• [WHAT YOU ARE ASKED TO DO]: Check the material that follows and say how many lines include the string "Lázaro", giving the number alone.

• [MATERIAL SUPPLIED]:
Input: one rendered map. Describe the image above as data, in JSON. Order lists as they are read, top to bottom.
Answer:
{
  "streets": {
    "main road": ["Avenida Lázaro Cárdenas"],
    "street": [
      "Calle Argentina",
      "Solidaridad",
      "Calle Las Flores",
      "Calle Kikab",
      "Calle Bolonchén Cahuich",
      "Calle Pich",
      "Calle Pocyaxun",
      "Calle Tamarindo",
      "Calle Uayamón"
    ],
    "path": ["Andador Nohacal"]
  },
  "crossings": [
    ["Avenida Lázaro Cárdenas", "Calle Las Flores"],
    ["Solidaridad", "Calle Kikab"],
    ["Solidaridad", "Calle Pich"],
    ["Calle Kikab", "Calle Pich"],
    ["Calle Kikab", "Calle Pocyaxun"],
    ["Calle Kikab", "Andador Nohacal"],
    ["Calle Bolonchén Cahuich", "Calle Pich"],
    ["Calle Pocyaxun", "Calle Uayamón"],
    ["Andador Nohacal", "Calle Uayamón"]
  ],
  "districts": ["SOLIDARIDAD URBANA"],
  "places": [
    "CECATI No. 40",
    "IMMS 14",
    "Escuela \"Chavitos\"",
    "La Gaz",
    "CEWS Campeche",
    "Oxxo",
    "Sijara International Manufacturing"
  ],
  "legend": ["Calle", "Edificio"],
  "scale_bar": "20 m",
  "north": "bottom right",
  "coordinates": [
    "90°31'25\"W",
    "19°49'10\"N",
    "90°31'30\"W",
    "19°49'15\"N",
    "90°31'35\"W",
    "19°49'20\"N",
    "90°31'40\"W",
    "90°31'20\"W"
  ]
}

• [WRITTEN REPLY]: 2